[WHAT IS EXPECTED]
Transcribe exactly each line of the entries, from the opening line to the line with "path.moveTo(r[0], r[1]);", with both of those lines included.

[[ DATASET RECORDS open ]]

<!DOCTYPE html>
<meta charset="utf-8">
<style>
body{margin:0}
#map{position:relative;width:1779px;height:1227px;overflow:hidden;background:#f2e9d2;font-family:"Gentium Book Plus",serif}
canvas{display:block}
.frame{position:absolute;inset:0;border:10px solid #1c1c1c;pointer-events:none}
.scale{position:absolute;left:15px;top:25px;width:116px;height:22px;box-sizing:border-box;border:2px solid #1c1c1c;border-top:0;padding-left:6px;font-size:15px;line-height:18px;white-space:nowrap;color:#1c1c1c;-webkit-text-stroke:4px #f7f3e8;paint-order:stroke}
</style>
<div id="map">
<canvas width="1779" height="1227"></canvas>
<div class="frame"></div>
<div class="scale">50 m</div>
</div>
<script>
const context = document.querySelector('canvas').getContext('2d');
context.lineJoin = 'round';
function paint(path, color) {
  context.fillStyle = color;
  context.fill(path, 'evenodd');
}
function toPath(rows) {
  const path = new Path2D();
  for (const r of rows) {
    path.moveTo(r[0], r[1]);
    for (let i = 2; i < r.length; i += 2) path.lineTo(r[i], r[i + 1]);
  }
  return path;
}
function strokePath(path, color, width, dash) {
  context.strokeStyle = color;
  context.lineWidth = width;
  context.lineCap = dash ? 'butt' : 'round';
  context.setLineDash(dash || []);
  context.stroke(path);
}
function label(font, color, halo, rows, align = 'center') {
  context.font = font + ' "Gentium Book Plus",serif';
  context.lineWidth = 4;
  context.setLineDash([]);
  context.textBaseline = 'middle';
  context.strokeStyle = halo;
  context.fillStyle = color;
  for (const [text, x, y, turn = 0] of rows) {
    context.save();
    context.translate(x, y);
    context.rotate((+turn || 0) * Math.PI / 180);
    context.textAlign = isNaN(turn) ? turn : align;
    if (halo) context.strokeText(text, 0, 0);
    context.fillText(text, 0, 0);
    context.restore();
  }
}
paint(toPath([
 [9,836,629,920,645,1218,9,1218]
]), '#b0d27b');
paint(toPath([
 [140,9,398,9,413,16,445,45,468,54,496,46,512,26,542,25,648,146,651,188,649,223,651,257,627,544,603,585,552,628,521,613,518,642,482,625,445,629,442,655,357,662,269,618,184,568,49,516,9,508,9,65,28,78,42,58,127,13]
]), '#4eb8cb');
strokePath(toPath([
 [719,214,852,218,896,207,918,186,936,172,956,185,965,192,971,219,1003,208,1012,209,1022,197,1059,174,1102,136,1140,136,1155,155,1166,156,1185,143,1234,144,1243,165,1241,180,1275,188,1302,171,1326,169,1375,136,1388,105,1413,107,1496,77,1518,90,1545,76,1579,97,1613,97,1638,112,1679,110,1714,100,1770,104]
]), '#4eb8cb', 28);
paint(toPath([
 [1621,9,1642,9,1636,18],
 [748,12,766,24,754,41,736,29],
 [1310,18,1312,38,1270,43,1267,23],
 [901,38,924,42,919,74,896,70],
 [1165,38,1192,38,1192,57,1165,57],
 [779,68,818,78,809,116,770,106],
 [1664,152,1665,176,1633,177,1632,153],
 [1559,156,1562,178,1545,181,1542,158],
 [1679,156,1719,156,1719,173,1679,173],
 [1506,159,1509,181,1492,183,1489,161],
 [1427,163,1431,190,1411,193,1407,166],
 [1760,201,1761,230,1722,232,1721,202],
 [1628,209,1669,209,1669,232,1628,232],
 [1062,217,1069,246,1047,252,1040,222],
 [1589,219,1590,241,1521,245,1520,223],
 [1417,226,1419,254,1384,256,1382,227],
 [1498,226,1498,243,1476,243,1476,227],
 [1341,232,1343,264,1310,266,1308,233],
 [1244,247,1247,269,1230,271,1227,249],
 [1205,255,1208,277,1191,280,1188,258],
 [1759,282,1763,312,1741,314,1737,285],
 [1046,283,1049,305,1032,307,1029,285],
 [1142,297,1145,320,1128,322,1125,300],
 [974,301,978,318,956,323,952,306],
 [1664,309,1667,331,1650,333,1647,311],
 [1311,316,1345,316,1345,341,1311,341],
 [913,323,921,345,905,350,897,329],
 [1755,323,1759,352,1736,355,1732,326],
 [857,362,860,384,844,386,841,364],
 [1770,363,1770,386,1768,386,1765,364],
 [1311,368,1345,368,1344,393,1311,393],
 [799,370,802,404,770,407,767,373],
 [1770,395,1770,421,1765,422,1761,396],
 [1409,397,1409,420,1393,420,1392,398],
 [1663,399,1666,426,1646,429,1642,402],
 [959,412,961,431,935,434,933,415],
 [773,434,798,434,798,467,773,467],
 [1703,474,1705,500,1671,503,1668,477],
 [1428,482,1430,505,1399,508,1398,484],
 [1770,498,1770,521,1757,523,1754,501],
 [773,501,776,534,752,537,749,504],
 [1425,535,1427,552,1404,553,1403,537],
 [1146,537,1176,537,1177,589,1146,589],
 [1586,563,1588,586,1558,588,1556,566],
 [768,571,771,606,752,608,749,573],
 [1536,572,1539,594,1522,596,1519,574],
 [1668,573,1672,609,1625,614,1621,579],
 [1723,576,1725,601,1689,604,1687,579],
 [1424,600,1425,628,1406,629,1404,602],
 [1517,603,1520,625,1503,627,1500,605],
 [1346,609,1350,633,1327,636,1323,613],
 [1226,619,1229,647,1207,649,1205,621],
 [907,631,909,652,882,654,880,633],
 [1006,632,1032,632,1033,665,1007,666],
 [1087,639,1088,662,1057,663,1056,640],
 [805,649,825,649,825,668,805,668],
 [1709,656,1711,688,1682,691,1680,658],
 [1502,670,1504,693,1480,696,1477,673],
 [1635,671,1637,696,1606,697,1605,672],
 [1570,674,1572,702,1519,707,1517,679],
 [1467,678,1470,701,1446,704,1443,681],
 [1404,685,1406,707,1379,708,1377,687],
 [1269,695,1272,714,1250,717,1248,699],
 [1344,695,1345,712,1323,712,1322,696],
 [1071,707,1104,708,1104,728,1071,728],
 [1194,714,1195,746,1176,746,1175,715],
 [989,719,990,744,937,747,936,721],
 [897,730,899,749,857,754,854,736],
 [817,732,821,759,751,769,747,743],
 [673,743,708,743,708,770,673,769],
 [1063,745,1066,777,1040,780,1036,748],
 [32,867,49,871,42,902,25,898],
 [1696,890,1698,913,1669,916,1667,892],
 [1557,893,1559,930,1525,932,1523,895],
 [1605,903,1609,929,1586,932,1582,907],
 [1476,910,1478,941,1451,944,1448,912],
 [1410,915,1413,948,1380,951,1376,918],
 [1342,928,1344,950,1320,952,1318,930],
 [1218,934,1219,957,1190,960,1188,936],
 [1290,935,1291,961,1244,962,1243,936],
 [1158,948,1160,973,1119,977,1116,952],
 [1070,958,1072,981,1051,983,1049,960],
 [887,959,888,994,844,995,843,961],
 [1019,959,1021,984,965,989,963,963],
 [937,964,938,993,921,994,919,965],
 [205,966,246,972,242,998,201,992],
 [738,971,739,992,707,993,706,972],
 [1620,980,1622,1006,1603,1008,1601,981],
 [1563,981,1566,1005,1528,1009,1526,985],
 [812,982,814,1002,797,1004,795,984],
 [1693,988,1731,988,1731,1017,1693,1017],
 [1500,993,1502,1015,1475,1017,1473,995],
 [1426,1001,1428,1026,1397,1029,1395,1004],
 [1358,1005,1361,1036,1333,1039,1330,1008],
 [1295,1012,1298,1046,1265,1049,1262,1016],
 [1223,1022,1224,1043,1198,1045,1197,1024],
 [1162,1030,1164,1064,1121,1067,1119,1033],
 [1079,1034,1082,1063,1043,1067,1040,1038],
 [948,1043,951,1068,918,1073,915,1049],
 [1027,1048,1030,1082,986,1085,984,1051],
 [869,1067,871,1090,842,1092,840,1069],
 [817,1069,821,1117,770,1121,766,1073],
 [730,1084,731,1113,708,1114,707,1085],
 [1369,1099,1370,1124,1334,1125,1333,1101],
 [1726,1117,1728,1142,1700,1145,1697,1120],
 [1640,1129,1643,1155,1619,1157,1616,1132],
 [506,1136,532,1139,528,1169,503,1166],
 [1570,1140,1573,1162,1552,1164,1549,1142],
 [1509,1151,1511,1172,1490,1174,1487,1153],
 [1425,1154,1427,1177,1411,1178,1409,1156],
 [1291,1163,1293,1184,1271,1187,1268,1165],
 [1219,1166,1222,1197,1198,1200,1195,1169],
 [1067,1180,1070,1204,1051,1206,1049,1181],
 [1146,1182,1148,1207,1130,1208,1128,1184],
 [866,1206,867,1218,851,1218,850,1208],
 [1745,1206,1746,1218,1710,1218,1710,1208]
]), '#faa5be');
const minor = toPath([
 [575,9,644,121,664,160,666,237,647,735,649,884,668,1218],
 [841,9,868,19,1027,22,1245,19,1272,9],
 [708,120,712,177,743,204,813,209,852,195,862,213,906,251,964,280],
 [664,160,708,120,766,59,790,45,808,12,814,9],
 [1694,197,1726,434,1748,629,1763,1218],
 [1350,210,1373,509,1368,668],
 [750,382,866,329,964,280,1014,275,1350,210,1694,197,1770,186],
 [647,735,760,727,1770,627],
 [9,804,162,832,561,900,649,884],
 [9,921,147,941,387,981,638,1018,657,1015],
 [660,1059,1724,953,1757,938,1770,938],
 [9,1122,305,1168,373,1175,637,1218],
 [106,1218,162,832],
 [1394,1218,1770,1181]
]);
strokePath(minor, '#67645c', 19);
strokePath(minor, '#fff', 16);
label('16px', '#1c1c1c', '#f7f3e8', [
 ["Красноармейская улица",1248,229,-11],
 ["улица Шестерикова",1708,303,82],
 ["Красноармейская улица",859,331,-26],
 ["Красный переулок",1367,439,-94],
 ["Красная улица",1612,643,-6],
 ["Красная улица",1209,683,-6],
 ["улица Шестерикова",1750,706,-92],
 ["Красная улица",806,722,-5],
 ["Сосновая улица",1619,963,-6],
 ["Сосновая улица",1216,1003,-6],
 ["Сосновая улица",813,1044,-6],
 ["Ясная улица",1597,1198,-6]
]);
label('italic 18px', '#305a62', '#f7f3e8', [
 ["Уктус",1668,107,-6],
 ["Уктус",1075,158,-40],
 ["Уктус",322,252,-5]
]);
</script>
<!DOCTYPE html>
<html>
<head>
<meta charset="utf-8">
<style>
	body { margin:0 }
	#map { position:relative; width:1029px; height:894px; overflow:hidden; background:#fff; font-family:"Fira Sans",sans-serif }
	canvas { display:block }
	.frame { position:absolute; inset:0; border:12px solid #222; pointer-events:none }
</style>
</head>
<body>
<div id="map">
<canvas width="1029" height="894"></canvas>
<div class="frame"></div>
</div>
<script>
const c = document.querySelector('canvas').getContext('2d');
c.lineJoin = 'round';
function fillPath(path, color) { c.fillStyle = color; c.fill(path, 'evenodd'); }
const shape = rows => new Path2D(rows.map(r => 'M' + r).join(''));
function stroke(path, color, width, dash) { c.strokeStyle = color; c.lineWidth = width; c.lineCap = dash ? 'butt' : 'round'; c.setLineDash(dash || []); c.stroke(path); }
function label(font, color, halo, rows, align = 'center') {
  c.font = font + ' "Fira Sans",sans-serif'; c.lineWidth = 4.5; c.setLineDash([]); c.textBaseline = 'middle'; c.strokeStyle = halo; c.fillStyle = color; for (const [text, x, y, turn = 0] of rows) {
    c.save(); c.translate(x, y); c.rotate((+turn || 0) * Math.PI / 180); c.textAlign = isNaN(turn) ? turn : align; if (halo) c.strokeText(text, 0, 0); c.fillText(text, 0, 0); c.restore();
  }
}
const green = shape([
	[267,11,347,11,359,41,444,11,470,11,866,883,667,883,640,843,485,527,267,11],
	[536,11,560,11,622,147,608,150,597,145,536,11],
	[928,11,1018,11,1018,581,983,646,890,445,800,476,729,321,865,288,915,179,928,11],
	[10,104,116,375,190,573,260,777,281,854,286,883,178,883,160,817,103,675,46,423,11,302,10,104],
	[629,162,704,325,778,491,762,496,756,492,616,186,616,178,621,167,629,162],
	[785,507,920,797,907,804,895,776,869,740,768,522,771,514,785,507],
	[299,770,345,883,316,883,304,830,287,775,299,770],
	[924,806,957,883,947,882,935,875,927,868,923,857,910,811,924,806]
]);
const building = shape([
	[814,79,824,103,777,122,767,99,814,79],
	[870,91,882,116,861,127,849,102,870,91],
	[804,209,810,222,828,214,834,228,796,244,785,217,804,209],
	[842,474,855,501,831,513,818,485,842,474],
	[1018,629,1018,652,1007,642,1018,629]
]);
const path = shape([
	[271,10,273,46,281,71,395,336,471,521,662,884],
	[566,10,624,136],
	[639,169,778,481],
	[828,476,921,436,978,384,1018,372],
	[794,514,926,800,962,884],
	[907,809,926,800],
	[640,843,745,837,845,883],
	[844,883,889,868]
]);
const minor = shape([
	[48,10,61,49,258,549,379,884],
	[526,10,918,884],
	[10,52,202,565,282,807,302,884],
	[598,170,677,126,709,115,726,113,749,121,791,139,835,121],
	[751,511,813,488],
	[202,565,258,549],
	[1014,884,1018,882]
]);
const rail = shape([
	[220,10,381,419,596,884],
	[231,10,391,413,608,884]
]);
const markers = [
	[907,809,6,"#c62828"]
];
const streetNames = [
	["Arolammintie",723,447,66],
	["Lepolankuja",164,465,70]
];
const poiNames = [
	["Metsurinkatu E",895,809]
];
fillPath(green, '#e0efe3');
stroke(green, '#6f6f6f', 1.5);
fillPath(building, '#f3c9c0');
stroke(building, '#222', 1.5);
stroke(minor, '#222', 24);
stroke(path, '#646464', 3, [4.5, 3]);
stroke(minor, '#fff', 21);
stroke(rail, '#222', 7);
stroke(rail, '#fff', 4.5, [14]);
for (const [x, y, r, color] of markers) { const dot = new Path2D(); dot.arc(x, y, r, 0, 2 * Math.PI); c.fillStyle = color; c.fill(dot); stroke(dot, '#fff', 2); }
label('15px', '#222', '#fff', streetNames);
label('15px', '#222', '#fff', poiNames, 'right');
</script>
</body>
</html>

[[ DATASET RECORDS closed ]]

[YOUR SOLUTION]
<!DOCTYPE html>
<meta charset="utf-8">
<style>
body{margin:0}
#map{position:relative;width:1779px;height:1227px;overflow:hidden;background:#f2e9d2;font-family:"Gentium Book Plus",serif}
canvas{display:block}
.frame{position:absolute;inset:0;border:10px solid #1c1c1c;pointer-events:none}
.scale{position:absolute;left:15px;top:25px;width:116px;height:22px;box-sizing:border-box;border:2px solid #1c1c1c;border-top:0;padding-left:6px;font-size:15px;line-height:18px;white-space:nowrap;color:#1c1c1c;-webkit-text-stroke:4px #f7f3e8;paint-order:stroke}
</style>
<div id="map">
<canvas width="1779" height="1227"></canvas>
<div class="frame"></div>
<div class="scale">50 m</div>
</div>
<script>
const context = document.querySelector('canvas').getContext('2d');
context.lineJoin = 'round';
function paint(path, color) {
  context.fillStyle = color;
  context.fill(path, 'evenodd');
}
function toPath(rows) {
  const path = new Path2D();
  for (const r of rows) {
    path.moveTo(r[0], r[1]);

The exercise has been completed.